Ad aprile, secondo il rapporto dell’Abi, a conferma di un trend già anticipato da Bankitalia, le sofferenze lorde hanno superato i 133 miliardi, 2,3 in più rispetto a marzo e +22,3% su base annua. Per l’Associazione delle banche italiane resta “elevata la rischiosità dei prestiti”, che continuano a calare in modo significativo da oltre un anno.

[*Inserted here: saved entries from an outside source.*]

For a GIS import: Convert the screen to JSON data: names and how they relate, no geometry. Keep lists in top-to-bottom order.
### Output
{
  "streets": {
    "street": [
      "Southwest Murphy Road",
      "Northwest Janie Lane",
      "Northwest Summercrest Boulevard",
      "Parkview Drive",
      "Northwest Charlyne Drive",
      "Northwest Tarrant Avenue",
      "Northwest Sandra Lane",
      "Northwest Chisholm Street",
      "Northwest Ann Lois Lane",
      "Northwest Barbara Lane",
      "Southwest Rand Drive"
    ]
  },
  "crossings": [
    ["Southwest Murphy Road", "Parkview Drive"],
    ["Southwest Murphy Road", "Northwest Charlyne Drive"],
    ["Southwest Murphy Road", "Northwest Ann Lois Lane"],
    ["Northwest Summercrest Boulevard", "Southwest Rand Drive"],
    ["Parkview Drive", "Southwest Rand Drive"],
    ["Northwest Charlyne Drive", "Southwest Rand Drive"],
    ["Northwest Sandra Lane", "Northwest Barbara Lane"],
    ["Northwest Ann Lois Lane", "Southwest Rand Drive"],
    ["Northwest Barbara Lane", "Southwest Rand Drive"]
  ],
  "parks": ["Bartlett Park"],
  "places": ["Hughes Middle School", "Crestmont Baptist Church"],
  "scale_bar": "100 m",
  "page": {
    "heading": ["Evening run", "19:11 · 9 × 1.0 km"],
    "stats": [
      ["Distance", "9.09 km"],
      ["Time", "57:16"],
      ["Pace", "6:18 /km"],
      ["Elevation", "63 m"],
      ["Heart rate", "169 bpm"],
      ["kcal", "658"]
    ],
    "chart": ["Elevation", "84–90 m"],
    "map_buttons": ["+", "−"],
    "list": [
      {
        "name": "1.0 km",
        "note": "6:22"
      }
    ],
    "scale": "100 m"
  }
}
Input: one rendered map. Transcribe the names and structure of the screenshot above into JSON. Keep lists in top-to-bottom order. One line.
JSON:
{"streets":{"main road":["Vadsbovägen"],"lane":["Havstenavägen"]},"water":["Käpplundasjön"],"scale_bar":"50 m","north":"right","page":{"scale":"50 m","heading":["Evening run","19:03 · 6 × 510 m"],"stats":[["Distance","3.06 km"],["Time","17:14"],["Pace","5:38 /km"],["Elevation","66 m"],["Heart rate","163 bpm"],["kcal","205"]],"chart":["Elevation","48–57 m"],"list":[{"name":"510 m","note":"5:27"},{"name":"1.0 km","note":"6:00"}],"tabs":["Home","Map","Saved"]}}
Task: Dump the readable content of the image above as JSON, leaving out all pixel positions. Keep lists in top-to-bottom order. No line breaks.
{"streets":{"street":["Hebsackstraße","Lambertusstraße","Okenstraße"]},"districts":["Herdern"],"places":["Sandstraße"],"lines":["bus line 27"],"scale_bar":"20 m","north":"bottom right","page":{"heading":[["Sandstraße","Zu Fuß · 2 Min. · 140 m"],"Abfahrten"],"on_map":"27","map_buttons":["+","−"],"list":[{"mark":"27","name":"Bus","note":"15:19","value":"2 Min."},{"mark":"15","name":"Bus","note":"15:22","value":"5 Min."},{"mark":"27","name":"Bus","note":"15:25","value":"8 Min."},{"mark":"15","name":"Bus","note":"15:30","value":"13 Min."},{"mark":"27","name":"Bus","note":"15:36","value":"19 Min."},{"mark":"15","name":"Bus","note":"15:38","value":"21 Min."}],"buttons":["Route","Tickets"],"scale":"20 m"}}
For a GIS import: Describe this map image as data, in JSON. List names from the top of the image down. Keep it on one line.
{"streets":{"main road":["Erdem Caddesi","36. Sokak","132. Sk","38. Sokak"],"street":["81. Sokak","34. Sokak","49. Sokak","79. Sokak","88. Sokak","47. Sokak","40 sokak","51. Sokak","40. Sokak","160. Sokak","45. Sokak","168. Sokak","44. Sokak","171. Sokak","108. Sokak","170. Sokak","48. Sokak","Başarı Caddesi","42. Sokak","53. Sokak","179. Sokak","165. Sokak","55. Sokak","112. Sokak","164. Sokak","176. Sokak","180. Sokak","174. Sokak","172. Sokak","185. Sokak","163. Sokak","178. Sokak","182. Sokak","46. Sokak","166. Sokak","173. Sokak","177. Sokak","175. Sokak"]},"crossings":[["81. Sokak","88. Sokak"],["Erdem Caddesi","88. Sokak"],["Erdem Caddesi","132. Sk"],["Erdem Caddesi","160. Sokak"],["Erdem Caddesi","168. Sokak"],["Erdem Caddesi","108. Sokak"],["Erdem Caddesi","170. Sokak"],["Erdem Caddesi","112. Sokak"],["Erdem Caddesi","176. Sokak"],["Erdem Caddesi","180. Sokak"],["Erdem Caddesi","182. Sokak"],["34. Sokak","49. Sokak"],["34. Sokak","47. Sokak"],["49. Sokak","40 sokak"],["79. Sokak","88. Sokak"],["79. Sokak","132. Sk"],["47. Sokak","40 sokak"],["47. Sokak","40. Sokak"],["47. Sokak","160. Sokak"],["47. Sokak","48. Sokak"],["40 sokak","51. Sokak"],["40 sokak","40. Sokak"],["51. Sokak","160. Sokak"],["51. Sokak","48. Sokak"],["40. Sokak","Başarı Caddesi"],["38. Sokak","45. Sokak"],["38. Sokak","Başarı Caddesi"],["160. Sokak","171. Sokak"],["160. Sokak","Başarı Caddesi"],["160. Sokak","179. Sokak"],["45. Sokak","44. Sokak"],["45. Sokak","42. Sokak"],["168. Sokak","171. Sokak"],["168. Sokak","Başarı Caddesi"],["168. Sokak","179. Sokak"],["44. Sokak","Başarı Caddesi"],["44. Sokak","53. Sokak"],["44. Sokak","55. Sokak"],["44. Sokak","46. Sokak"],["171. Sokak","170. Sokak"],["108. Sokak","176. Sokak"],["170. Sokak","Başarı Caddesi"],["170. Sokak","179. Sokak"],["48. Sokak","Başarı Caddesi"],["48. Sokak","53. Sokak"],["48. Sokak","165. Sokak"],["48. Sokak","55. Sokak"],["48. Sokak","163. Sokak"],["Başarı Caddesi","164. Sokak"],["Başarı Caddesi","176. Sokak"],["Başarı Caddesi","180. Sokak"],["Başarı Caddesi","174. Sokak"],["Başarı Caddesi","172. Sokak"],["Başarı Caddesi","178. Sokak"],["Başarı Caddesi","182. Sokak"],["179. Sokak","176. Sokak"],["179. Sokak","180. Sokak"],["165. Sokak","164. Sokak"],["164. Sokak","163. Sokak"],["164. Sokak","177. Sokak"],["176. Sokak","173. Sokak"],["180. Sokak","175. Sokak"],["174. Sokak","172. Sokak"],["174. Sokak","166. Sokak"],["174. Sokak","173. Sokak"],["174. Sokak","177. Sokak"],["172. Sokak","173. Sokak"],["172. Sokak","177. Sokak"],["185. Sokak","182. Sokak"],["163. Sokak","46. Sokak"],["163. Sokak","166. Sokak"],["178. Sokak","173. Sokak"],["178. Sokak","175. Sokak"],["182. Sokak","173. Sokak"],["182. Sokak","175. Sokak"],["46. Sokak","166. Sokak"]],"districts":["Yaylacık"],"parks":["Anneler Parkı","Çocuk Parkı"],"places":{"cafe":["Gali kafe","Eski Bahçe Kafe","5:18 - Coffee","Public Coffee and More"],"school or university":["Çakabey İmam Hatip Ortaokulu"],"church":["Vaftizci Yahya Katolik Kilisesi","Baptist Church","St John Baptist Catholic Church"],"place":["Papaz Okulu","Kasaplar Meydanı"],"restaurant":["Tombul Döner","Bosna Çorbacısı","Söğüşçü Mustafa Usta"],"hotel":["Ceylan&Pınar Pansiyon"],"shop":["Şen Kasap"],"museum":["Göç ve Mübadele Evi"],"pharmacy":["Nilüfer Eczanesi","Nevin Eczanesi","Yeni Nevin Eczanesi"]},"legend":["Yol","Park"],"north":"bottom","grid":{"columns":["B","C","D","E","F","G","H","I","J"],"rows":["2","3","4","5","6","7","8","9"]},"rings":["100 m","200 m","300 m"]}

L’Abi fa sapere, infatti, che a maggio i finanziamenti a famiglie e imprese sono scesi di nuovo, e per la tredicesima volta consecutiva, a 1.455,5 miliardi, replicando il -3,1% già rilevato ad aprile. Il totale degli impieghi, ancora, è calato per il decimo mese a 1.893,5 miliardi, facendo segnare un significativo -2,7%.
I tassi di interesse sui prestiti erogati dalle banche italiane, si legge infine nel rapporto dell’associazione, a maggio sono scesi al 3,75%, tre punti base in meno rispetto ad aprile e 28 punti base rispetto allo stesso mese del 2012. Il tasso medio sulle nuove operazioni di finanziamento accordate alle imprese è sceso dal 3,60% al 3,55%, mentre il tasso medio sui nuovi mutui immobiliari è passato dal 3,72% al 3,67%.

Imprese sempre più in affanno. Aumenta, tuttavia, il numero delle imprese in ritardo sui pagamenti dei loro debiti. Secondo i dati dell’osservatorio Cerved su protesti e  pagamenti, oltre la metà delle aziende italiane regola le proprie fatture in ritardo. Nello specifico, nel primo trimestre del 2013 la percentuale di imprese che regola le fatture con un ritardo massimo di due mesi è salita al 45,6% dal 42,6% del primo trimestre 2012, mentre quella delle imprese che salda oltre 60 giorni è arrivata al 9,2% dal 9,1%. Sul totale delle aziende, la percentuale di quelle che regolano le fatture entro i tempi stabiliti con i fornitori è scesa al 45,2% dal 48,2%, con le Pmi che mediamente risultano le più puntuali.